[RAW DATA Boundary: Start]

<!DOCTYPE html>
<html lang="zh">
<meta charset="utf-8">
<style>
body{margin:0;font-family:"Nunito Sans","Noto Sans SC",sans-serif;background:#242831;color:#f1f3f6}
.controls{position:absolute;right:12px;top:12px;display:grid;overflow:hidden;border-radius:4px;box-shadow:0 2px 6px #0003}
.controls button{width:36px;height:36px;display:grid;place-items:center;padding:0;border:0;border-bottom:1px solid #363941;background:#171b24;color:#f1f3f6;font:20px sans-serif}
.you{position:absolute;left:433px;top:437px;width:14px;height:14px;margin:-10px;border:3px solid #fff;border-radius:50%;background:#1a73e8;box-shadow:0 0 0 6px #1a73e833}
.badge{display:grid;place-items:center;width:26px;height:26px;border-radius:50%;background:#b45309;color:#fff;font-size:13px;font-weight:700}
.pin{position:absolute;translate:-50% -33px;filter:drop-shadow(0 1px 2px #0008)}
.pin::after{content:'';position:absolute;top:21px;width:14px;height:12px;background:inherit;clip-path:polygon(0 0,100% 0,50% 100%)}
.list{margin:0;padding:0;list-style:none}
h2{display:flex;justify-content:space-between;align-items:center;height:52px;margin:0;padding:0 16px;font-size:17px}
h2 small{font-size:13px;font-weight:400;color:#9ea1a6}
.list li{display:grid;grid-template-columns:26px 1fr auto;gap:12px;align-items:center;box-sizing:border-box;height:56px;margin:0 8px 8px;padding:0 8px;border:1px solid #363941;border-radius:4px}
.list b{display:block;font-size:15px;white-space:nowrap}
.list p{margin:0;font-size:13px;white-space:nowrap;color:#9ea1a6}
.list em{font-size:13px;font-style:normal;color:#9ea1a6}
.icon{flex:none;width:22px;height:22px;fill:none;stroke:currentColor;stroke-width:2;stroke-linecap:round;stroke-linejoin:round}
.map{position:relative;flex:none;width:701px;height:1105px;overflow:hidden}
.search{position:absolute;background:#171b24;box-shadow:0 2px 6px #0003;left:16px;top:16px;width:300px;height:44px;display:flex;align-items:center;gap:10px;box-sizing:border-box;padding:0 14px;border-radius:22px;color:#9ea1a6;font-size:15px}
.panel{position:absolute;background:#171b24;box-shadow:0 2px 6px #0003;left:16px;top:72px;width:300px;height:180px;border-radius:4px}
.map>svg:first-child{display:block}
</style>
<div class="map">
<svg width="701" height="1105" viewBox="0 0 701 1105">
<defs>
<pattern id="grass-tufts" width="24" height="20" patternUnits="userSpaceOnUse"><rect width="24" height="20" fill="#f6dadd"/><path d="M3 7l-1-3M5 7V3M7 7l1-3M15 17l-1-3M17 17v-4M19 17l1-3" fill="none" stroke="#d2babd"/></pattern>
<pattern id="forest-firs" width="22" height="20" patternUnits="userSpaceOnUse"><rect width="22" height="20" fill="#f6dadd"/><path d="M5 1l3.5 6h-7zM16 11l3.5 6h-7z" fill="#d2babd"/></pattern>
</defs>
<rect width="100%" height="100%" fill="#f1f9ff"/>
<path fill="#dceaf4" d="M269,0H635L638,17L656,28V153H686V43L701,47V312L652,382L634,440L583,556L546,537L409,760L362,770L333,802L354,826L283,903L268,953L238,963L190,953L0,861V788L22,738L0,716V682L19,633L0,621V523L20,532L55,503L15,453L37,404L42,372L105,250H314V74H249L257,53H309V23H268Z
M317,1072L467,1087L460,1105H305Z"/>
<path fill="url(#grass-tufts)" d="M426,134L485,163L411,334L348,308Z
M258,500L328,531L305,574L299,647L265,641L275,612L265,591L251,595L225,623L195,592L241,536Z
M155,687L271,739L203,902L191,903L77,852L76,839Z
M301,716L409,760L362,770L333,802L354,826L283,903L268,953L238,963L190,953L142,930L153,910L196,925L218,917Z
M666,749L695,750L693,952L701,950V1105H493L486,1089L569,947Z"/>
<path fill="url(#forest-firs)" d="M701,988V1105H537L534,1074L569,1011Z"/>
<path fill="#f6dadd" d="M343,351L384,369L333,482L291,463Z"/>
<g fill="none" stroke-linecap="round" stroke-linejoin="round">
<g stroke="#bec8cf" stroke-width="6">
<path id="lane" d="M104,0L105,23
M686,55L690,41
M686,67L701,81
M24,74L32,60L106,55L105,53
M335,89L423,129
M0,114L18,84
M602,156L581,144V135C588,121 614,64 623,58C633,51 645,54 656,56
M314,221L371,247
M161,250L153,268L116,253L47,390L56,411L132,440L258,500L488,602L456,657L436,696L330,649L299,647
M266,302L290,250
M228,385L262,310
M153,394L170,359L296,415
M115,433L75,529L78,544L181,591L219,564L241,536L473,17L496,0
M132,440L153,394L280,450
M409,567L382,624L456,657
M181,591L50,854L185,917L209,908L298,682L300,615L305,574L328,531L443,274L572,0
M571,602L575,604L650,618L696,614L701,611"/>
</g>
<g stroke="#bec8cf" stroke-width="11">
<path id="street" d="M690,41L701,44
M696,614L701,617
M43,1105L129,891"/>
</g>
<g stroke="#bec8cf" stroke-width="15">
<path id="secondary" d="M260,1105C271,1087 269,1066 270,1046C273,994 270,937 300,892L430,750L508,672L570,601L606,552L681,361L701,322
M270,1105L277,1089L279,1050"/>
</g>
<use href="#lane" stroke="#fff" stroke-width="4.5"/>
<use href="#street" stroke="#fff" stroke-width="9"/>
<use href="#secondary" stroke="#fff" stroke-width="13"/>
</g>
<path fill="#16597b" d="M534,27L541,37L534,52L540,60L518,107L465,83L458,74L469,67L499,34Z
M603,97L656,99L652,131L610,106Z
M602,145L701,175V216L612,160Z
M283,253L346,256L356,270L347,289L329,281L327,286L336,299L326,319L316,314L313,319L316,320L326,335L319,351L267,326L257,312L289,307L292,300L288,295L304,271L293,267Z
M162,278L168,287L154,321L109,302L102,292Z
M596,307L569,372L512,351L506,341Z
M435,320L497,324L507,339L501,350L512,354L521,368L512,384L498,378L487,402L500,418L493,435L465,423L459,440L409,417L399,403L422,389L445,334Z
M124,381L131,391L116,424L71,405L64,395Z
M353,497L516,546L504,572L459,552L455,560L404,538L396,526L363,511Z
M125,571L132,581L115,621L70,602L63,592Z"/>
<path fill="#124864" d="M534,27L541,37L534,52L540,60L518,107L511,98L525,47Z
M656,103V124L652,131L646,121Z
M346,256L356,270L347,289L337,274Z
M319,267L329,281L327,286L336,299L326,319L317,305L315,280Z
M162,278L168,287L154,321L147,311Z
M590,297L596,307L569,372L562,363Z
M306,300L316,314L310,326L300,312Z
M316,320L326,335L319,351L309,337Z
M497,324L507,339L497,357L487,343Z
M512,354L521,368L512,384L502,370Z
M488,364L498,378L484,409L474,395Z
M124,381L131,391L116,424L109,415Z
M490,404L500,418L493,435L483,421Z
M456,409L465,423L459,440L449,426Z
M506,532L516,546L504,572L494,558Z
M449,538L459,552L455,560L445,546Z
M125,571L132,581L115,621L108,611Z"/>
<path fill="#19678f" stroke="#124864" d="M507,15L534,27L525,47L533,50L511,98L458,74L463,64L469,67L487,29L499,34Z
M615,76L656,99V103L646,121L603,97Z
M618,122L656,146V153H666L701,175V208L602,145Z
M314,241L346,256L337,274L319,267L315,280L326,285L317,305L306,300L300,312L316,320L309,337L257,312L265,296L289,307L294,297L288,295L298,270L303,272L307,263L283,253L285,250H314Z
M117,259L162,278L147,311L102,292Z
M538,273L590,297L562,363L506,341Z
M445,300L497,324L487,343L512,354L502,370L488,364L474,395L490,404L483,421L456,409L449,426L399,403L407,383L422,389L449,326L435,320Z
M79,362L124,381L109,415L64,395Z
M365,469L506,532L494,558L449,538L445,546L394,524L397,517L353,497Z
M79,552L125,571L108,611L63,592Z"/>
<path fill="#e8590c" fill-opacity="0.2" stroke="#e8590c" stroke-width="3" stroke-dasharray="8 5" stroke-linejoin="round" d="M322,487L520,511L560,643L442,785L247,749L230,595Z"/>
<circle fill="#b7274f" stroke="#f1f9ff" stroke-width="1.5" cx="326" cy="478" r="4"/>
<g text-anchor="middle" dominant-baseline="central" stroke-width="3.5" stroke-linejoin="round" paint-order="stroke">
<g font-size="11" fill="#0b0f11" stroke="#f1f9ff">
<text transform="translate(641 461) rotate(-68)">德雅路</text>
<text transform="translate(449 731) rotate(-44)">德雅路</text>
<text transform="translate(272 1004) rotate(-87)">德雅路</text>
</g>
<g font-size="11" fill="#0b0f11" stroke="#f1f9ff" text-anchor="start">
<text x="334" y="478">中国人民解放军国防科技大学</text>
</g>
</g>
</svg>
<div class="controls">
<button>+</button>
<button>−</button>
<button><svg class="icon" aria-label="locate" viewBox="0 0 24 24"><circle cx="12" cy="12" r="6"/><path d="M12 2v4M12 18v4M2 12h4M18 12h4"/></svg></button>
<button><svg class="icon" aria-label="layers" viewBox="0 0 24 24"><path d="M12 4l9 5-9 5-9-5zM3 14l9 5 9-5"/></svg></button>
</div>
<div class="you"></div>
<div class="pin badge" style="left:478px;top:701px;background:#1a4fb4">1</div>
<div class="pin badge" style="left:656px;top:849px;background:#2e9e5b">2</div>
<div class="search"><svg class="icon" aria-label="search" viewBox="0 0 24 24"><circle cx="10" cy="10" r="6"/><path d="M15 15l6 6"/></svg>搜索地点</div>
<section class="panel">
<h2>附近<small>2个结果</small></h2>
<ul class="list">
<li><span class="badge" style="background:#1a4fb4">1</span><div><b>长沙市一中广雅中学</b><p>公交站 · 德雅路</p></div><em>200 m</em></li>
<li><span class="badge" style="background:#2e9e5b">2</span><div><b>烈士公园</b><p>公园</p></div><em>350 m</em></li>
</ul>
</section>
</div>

[RAW DATA Boundary: End]

#### [TO DO]
Restate verbatim all lines from the start of the data through the line containing "-33px;filter:drop-shadow(0 1px 2px", with both ends kept.

#### [TASK SOLUTION]
<!DOCTYPE html>
<html lang="zh">
<meta charset="utf-8">
<style>
body{margin:0;font-family:"Nunito Sans","Noto Sans SC",sans-serif;background:#242831;color:#f1f3f6}
.controls{position:absolute;right:12px;top:12px;display:grid;overflow:hidden;border-radius:4px;box-shadow:0 2px 6px #0003}
.controls button{width:36px;height:36px;display:grid;place-items:center;padding:0;border:0;border-bottom:1px solid #363941;background:#171b24;color:#f1f3f6;font:20px sans-serif}
.you{position:absolute;left:433px;top:437px;width:14px;height:14px;margin:-10px;border:3px solid #fff;border-radius:50%;background:#1a73e8;box-shadow:0 0 0 6px #1a73e833}
.badge{display:grid;place-items:center;width:26px;height:26px;border-radius:50%;background:#b45309;color:#fff;font-size:13px;font-weight:700}
.pin{position:absolute;translate:-50% -33px;filter:drop-shadow(0 1px 2px #0008)}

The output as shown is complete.